Stored data:
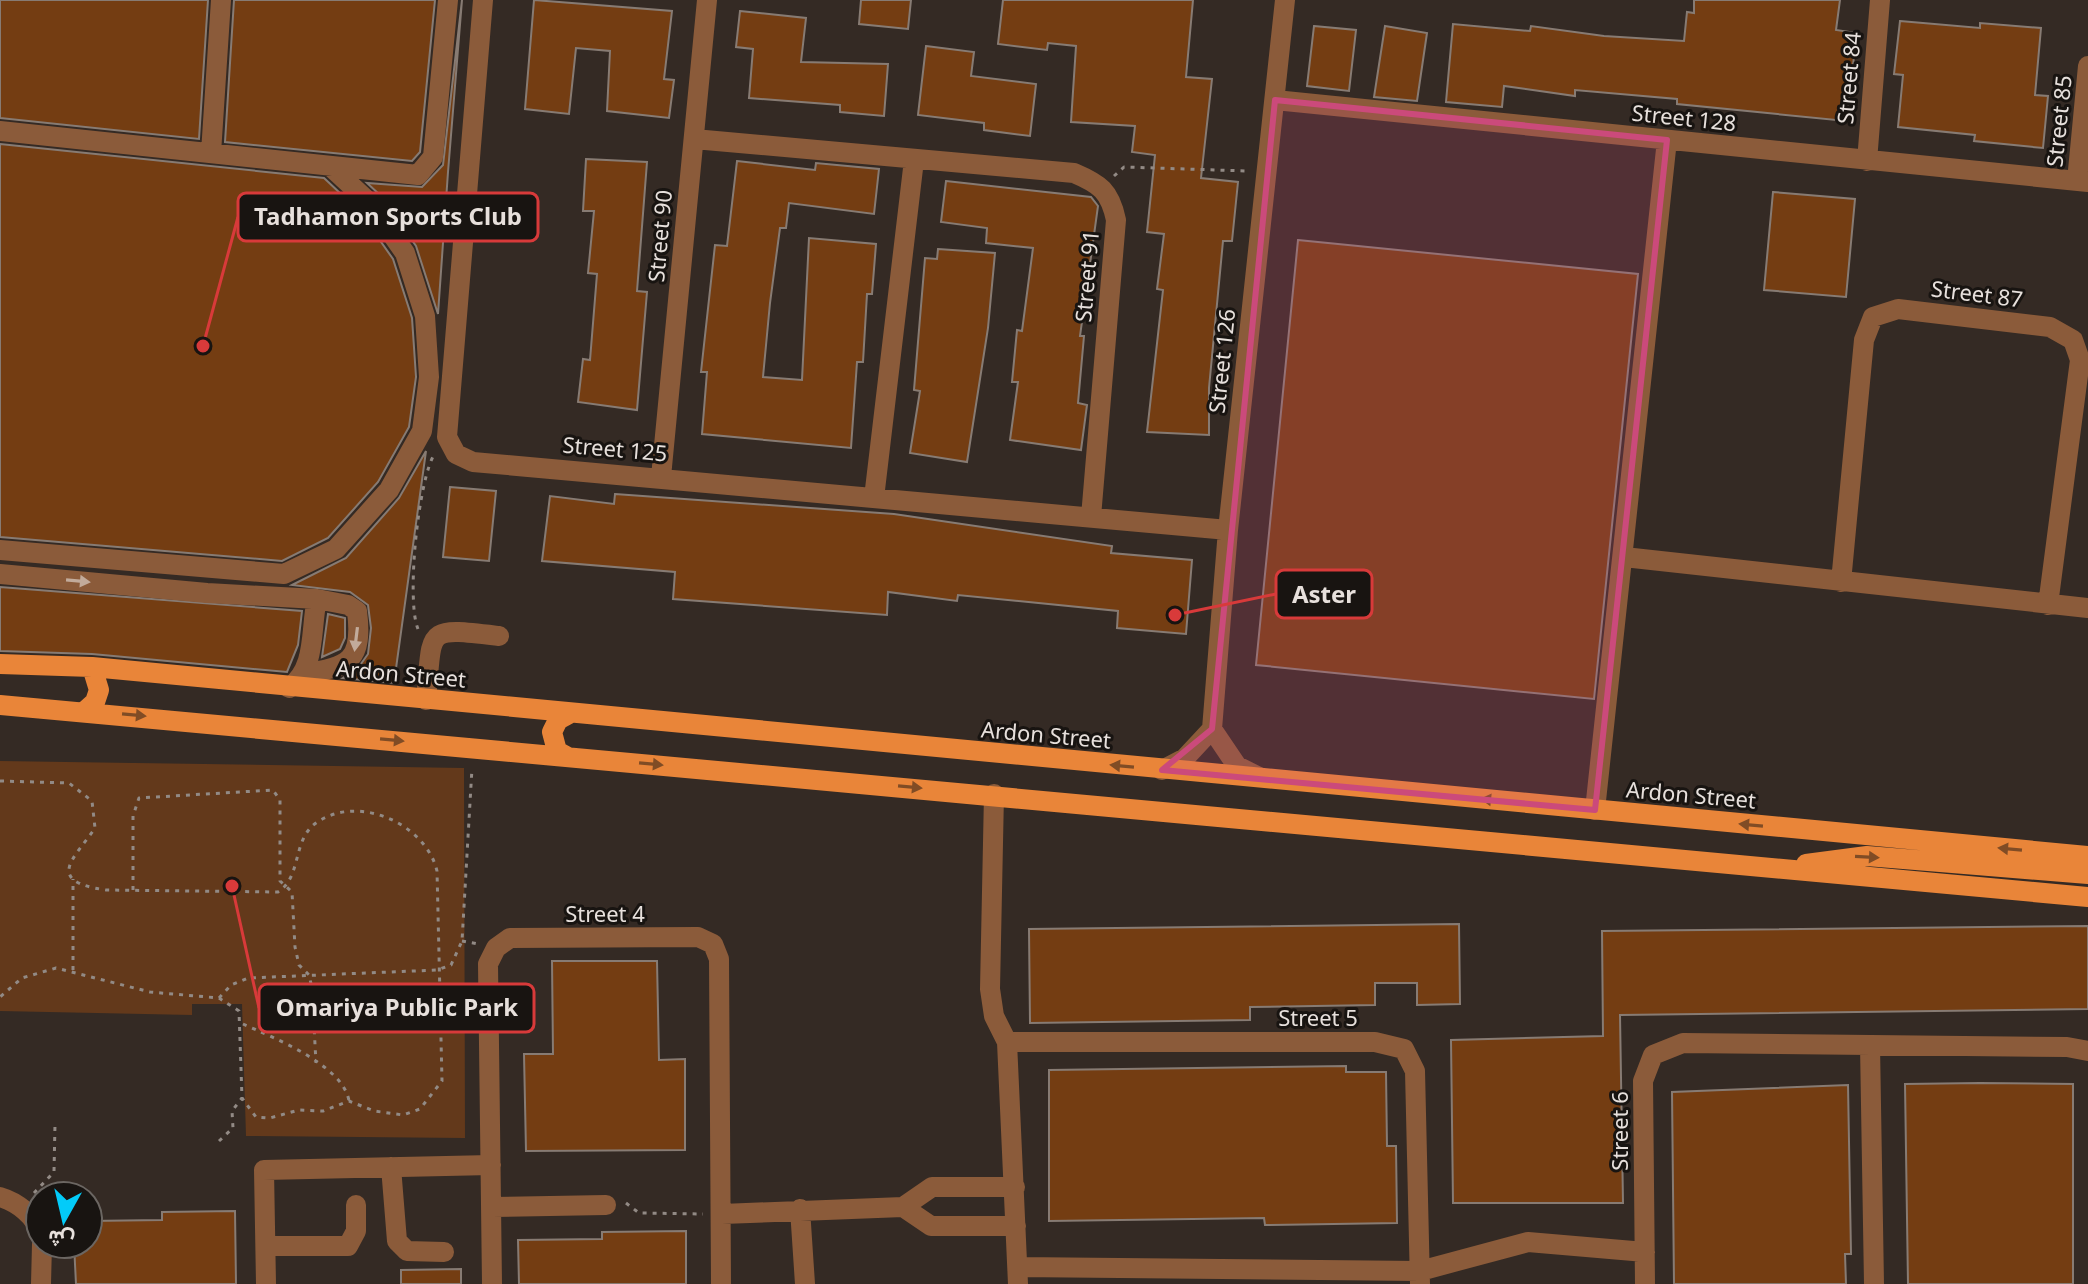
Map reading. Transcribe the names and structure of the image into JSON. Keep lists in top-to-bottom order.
{
  "streets": {
    "main road": ["Ardon Street"],
    "street": [
      "Street 84",
      "Street 128",
      "Street 85",
      "Street 90",
      "Street 91",
      "Street 87",
      "Street 126",
      "Street 125",
      "Street 4",
      "Street 5",
      "Street 6"
    ]
  },
  "crossings": [
    ["Street 84", "Street 128"],
    ["Street 128", "Street 85"],
    ["Street 128", "Street 126"],
    ["Street 90", "Street 125"],
    ["Street 91", "Street 125"],
    ["Street 126", "Street 125"]
  ],
  "places": ["Tadhamon Sports Club", "Aster", "Omariya Public Park"],
  "north": "bottom"
}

**Work instruction:**
Print the data again word for word, pictures excluded.

**Expected output:**
Map reading. Transcribe the names and structure of the image into JSON. Keep lists in top-to-bottom order.
{
  "streets": {
    "main road": ["Ardon Street"],
    "street": [
      "Street 84",
      "Street 128",
      "Street 85",
      "Street 90",
      "Street 91",
      "Street 87",
      "Street 126",
      "Street 125",
      "Street 4",
      "Street 5",
      "Street 6"
    ]
  },
  "crossings": [
    ["Street 84", "Street 128"],
    ["Street 128", "Street 85"],
    ["Street 128", "Street 126"],
    ["Street 90", "Street 125"],
    ["Street 91", "Street 125"],
    ["Street 126", "Street 125"]
  ],
  "places": ["Tadhamon Sports Club", "Aster", "Omariya Public Park"],
  "north": "bottom"
}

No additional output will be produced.